Task item
Every word in the data below belongs in your copy, exactly as given; the pictures do not.
╭─ Dataset records
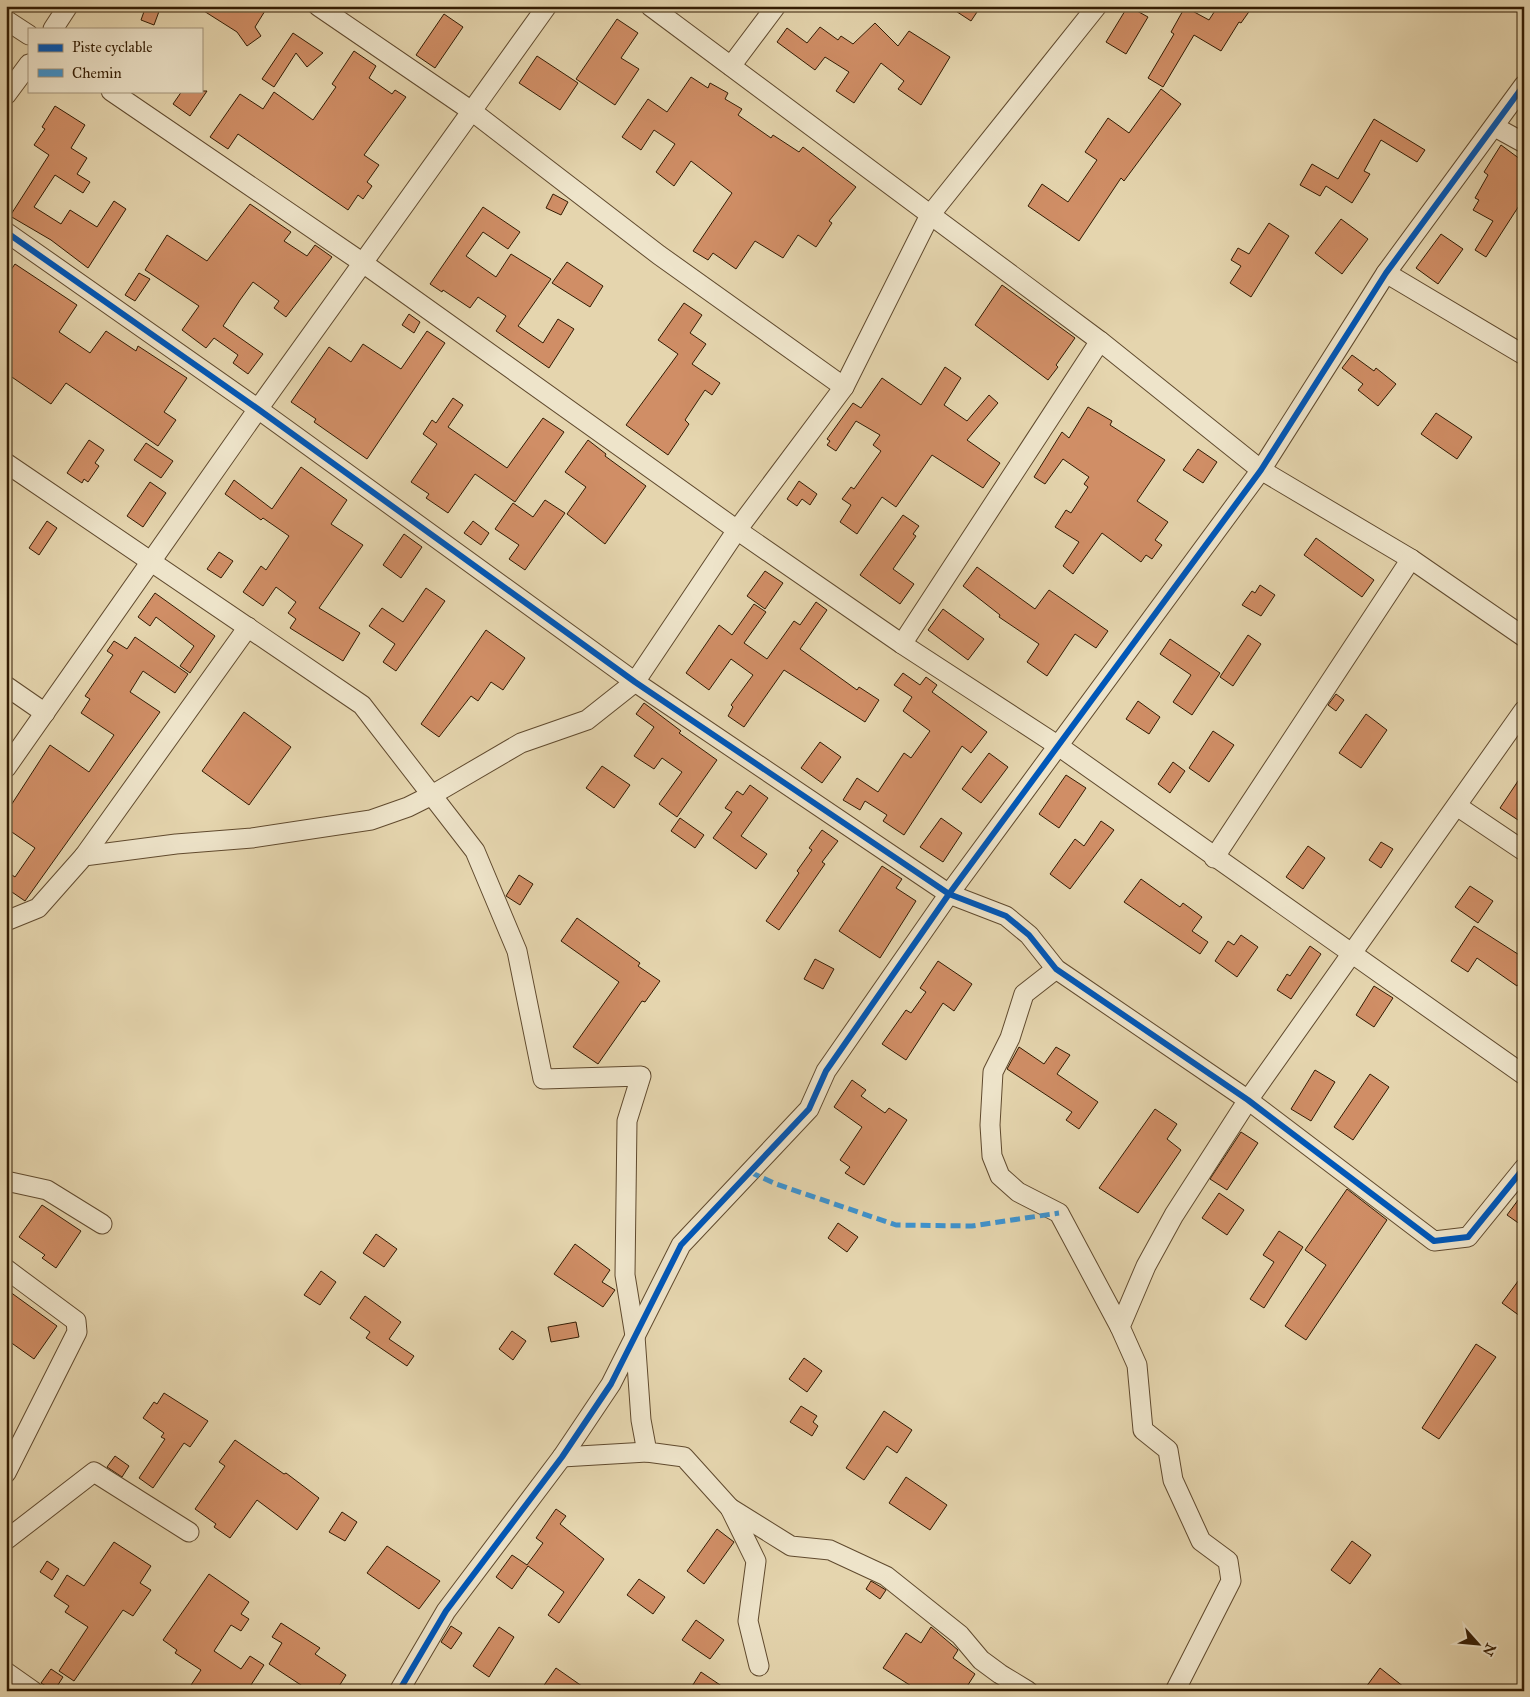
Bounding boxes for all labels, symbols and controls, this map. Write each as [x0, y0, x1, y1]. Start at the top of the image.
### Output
legend [28, 28, 202, 92]
text: Piste cyclable [72, 38, 152, 56]
text: Chemin [72, 64, 122, 82]
north arrow [1452, 1620, 1502, 1670]
text: N [1479, 1641, 1499, 1659]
╰─
Expected answer
Bounding boxes for all labels, symbols and controls, this map. Write each as [x0, y0, x1, y1]. Start at the top of the image.
### Output
legend [28, 28, 202, 92]
text: Piste cyclable [72, 38, 152, 56]
text: Chemin [72, 64, 122, 82]
north arrow [1452, 1620, 1502, 1670]
text: N [1479, 1641, 1499, 1659]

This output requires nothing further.